Distributed temperature sending or DTS is gaining increasing popularity because of its potential to generate flow profiles over completed intervals. In fact, several studies have reported successful reproduction of field data, obtained with conventional production logs, in both vertical and deviated wells. One input that enters into typical DTS calculations is the total flow rate at surface. In absence of dedicated flowmetering, uncertainty normally creeps into assigned well rates.

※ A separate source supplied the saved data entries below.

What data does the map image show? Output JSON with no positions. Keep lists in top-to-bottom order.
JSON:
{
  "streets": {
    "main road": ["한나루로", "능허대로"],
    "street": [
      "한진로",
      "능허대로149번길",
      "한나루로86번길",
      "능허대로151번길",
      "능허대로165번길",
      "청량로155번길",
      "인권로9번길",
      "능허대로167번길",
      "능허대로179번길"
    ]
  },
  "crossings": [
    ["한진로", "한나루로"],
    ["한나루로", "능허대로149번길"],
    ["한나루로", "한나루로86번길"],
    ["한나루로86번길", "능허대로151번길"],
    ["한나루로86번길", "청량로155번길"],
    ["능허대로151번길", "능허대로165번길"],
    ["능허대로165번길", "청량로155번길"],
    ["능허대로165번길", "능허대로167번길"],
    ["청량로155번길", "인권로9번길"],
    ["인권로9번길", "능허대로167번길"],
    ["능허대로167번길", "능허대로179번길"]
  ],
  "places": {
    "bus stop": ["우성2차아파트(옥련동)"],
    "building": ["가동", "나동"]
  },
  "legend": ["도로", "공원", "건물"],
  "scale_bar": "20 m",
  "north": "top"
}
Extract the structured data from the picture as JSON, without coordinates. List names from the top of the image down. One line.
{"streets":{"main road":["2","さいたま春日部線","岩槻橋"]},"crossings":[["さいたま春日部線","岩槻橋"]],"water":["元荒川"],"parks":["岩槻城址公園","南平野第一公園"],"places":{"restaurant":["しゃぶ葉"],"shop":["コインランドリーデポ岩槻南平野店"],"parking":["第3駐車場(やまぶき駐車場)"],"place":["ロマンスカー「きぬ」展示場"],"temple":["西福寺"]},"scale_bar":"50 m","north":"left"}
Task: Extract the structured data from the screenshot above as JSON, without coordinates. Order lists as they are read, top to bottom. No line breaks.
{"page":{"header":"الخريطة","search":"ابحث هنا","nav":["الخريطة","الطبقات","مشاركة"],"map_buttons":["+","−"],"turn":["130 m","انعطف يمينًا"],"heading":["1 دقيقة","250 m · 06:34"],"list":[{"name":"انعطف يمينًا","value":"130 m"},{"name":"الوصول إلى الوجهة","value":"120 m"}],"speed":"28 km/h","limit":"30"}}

This study provides a methodology wherein both the total and individual layer rates can be computed independently with DTS, completion, tubular, and other related data. To do the entire suite of calculations, a wellbore model handling steady fluid flow and unsteady-state heat transfer estimates a production rate, given wellhead pressure and temperature. The same model is then used to compute the flow profile based on measured DTS data across the producing intervals. The model rigorously accounts for various thermal properties of the fluid and the formation, including Joule-Thompson (JT) heating or cooling. Examples from both gas and oil wells are shown to illustrate the application of the proposed methodology. Good correspondence between the measured and calculated results demonstrates the robustness of the proposed method.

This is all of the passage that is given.